Short-seller target Vulcan Energy (ASX:VUL) has signed another lithium hydroxide offtake agreement (its second in a week) — this time with multinational automotive manufacturer, Stellantis.

The company said that starting from 2026, Vulcan (ASX:VUL) will supply a minimum of 81,000 tonnes and a maximum of 99,000 tonnes of battery grade lithium hydroxide over the duration of the initial five year agreement.

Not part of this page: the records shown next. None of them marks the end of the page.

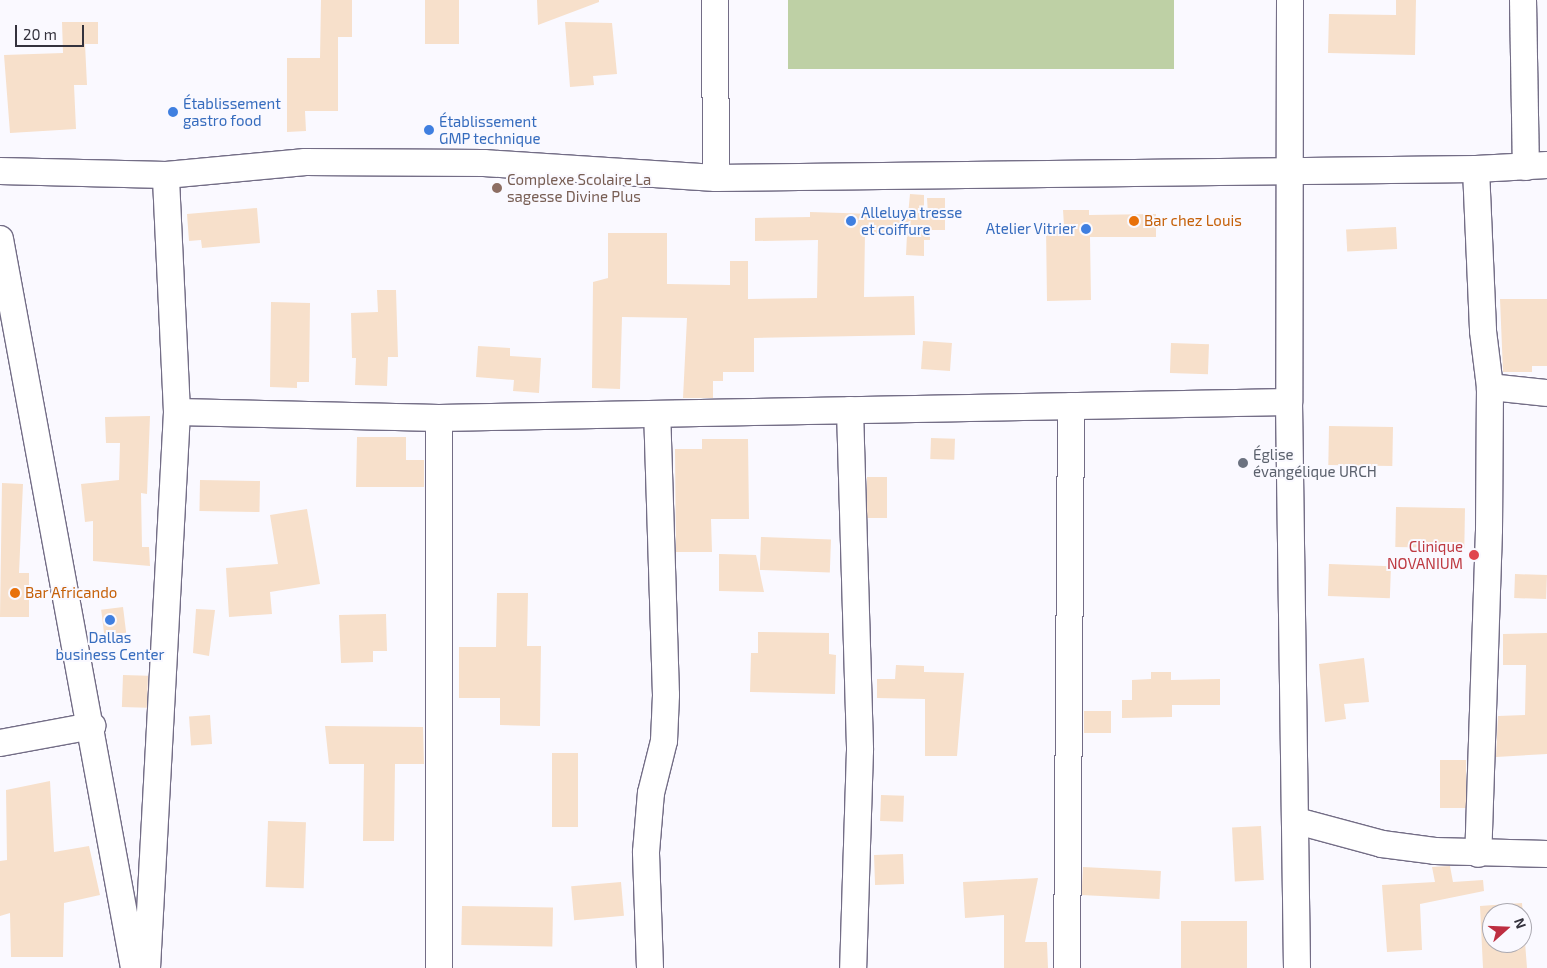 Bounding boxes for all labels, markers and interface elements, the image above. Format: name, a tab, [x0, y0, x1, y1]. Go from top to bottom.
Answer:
scale bar	[18, 15, 86, 47]
text: 20 m	[23, 25, 57, 43]
place label: Établissement gastro food	[183, 94, 281, 129]
marker: Établissement gastro food	[167, 106, 179, 118]
place label: Établissement GMP technique	[439, 112, 541, 147]
marker: Établissement GMP technique	[423, 124, 435, 136]
place label: Complexe Scolaire La sagesse Divine Plus	[507, 170, 651, 205]
marker: Complexe Scolaire La sagesse Divine Plus	[491, 182, 503, 194]
place label: Alleluya tresse et coiffure	[861, 203, 963, 238]
place label: Bar chez Louis	[1144, 212, 1242, 230]
marker: Alleluya tresse et coiffure	[845, 215, 857, 227]
marker: Bar chez Louis	[1128, 215, 1140, 227]
place label: Atelier Vitrier	[985, 220, 1076, 238]
marker: Atelier Vitrier	[1080, 223, 1092, 235]
place label: Église évangélique URCH	[1253, 445, 1377, 480]
marker: Église évangélique URCH	[1237, 457, 1249, 469]
place label: Clinique NOVANIUM	[1387, 537, 1463, 572]
marker: Clinique NOVANIUM	[1467, 548, 1481, 562]
place label: Bar Africando	[25, 584, 118, 602]
marker: Bar Africando	[9, 587, 21, 599]
marker: Dallas business Center	[104, 614, 116, 626]
place label: Dallas business Center	[56, 628, 164, 663]
north arrow	[1482, 903, 1532, 953]
text: N	[1511, 915, 1530, 931]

The battery grade lithium hydroxide will be used by the three Stellantis battery production facilities in Europe – in Termoli, Italy, and the Automotive Cells Company (ACC) joint venture plants in Kaiserslautern, Germany, and Douvrin, France.

These three plants combined will produce at least 120 gigawatt hours of cell capacity by 2030. Shares in Vulcan edged higher by ~2% in morning trade to $10.46.

More than 70pc of Stellantis European sales will be LEVs

Managing director Dr Francis Wedin said the definitive offtake agreement with Stellantis aligns with Vulcan’s mission to decarbonise the lithium-ion battery and electric vehicle supply chain.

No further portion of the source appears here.